The Hospital Highway Code

Diana Kimpton
Published by Pan Macmillan
NON FICTION, 0-330-32957-X, £3.50 pbk

Hospitals are a different world. Although I spent my early twenties working in some, the confusion and lone-ness I felt when admitted for routine repairs a score of years later were very real. So what must it be like for children? Well, whatever it's like it should be a good deal better if they, or their helpers, have had a good look at this book first.

Working from the viewpoint that to be forewarned is to travel more hopefully, Diana Kimpton has produced a very practical and often amusing explanation of the significant things that hospitals get up to while trying to help people get better. It's particularly good at recognising as natural the many unvoiced worries that patients (of any age, actually) may have - 'Who will wipe my bottom if I can't?', 'Will everyone laugh at me?' and that kind of thing. Sensible 'What to do if ...' advice abounds by the bedpanful, with the recurring burden of 'If you're worried - tell someone'.

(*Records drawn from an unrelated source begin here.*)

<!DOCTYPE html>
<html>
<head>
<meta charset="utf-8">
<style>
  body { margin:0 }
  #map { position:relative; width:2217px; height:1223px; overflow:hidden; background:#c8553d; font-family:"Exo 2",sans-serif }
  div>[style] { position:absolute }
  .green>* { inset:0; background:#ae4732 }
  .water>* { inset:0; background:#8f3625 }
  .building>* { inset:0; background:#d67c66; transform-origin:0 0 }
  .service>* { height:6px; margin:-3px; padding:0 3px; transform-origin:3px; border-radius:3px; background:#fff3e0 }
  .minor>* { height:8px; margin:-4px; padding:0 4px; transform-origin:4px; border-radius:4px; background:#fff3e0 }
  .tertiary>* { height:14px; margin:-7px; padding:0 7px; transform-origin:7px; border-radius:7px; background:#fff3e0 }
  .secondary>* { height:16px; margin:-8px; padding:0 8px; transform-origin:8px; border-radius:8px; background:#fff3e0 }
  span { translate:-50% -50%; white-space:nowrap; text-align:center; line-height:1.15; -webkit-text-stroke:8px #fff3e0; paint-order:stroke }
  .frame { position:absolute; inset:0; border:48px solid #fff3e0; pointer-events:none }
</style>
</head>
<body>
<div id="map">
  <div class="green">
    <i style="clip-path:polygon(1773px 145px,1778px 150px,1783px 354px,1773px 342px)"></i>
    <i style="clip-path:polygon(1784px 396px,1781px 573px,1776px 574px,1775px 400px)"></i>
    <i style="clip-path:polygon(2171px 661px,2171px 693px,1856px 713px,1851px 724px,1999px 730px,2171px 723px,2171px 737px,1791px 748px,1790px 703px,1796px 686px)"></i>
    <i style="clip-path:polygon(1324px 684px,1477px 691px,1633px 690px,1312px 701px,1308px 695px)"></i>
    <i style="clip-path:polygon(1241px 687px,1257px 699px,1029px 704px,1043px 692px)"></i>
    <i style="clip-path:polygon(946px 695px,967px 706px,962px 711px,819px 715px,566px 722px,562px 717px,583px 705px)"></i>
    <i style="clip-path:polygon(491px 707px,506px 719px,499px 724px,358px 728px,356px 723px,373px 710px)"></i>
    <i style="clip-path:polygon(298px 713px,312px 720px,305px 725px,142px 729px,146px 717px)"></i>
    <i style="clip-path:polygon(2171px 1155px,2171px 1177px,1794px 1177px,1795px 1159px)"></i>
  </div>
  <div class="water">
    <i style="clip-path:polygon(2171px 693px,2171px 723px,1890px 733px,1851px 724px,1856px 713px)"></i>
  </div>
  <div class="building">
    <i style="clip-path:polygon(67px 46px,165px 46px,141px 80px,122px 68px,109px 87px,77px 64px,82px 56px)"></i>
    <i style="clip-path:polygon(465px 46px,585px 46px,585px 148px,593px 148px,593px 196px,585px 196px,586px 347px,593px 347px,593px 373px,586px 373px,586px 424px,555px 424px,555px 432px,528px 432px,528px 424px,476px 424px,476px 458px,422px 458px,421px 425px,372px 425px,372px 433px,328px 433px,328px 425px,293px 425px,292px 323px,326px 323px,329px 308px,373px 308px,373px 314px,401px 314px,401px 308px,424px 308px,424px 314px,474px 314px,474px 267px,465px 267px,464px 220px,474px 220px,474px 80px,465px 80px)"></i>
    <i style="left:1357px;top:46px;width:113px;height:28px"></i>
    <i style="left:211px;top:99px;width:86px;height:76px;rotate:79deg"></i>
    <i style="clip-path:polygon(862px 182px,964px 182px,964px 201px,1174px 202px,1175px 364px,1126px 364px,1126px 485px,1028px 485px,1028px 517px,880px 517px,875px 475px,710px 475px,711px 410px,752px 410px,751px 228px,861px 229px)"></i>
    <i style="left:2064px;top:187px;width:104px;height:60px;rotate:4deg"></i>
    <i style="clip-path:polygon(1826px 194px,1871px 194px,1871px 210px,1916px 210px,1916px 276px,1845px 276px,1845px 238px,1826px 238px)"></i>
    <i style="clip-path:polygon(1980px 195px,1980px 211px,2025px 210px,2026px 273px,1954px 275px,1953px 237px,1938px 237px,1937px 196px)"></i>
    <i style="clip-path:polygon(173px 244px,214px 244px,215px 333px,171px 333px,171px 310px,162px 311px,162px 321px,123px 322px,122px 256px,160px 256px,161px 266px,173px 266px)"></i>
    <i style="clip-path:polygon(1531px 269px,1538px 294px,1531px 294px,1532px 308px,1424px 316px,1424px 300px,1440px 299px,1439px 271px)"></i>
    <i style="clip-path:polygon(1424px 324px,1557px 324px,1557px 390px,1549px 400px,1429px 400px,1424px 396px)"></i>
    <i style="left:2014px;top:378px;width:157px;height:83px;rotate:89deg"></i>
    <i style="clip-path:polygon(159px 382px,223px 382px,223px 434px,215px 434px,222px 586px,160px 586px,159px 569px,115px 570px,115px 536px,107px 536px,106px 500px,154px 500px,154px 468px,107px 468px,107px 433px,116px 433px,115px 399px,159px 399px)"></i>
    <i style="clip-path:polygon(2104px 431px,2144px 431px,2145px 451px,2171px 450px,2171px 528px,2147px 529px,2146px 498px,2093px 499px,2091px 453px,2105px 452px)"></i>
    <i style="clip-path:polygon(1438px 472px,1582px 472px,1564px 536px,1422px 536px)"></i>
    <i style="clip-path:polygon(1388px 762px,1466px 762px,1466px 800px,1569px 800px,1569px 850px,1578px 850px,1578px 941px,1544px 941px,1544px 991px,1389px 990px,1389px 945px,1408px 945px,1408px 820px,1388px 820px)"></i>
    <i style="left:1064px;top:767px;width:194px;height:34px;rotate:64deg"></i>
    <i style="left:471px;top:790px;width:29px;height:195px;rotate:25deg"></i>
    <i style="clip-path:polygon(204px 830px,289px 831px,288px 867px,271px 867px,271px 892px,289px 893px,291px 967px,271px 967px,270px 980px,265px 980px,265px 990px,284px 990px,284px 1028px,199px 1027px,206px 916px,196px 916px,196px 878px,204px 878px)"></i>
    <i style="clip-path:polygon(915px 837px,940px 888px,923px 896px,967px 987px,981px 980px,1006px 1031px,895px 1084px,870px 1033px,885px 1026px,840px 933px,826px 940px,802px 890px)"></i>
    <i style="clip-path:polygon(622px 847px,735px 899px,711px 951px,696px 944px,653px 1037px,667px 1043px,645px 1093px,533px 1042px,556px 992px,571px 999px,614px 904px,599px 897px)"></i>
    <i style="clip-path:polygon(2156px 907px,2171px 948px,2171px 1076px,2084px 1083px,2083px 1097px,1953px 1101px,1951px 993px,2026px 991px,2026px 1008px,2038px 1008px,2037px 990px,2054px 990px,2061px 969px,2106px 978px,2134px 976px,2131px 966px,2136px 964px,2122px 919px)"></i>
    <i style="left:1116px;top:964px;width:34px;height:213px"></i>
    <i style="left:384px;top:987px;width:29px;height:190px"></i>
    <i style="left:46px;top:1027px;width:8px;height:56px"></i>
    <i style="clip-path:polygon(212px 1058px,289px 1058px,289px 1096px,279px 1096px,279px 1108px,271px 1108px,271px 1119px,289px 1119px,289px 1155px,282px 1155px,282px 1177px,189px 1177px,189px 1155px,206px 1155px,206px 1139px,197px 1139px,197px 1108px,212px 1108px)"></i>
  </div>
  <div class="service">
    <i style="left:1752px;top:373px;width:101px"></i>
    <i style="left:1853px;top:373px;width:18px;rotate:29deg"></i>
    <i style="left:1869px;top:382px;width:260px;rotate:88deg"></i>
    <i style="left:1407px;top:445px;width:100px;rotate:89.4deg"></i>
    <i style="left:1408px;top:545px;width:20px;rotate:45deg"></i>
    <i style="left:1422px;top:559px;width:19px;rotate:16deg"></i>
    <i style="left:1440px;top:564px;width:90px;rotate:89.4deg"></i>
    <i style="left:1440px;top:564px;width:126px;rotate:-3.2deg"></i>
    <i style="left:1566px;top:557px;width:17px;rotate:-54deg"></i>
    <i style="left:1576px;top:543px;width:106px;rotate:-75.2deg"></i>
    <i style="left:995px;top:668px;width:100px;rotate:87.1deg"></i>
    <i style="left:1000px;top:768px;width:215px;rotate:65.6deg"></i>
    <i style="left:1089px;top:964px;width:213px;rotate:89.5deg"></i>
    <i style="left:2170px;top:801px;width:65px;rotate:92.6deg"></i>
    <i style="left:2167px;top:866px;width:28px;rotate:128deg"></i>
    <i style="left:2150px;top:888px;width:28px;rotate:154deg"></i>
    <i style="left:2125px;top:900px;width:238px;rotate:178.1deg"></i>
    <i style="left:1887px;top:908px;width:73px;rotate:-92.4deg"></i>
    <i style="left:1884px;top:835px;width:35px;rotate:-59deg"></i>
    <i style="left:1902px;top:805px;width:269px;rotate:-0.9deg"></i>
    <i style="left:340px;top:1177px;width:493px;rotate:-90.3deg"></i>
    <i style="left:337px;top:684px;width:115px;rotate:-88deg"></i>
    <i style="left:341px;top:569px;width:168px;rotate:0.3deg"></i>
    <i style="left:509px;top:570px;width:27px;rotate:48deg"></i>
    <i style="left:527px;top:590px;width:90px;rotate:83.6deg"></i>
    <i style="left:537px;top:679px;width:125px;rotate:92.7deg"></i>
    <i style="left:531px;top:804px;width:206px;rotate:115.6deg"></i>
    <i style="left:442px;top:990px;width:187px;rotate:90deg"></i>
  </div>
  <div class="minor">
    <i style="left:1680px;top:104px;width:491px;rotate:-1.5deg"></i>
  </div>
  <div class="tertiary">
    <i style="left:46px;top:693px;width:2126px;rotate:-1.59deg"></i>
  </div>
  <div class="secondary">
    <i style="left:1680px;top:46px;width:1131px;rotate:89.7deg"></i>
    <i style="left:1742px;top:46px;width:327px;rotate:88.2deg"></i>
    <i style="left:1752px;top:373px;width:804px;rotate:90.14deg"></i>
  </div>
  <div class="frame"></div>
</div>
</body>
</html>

This is easy enough for juniors and up to read for themselves but, for anyone, it'll be even better value if shared with a parent figure - or even another patient. As a discussion book it's streets ahead of the real life 'Cindy has her tonsils out' variety and should help give new patients and their families the confidence-graft they need to face treatment, tests and operations with equanimity. Hospital bookshops, please stock.

Commonsense also pervades We're Talking About AIDS. The explanation of the syndrome and how it's acquired is clear and basic. So too the need for and methods of self-protection, but the book's strongest point is its lucid drawing of the distinction between HIV and AIDS. The fact that having one is not the same as having the other often seems to be reluctantly understood and for its excellent treatment of this point the book deserves notice.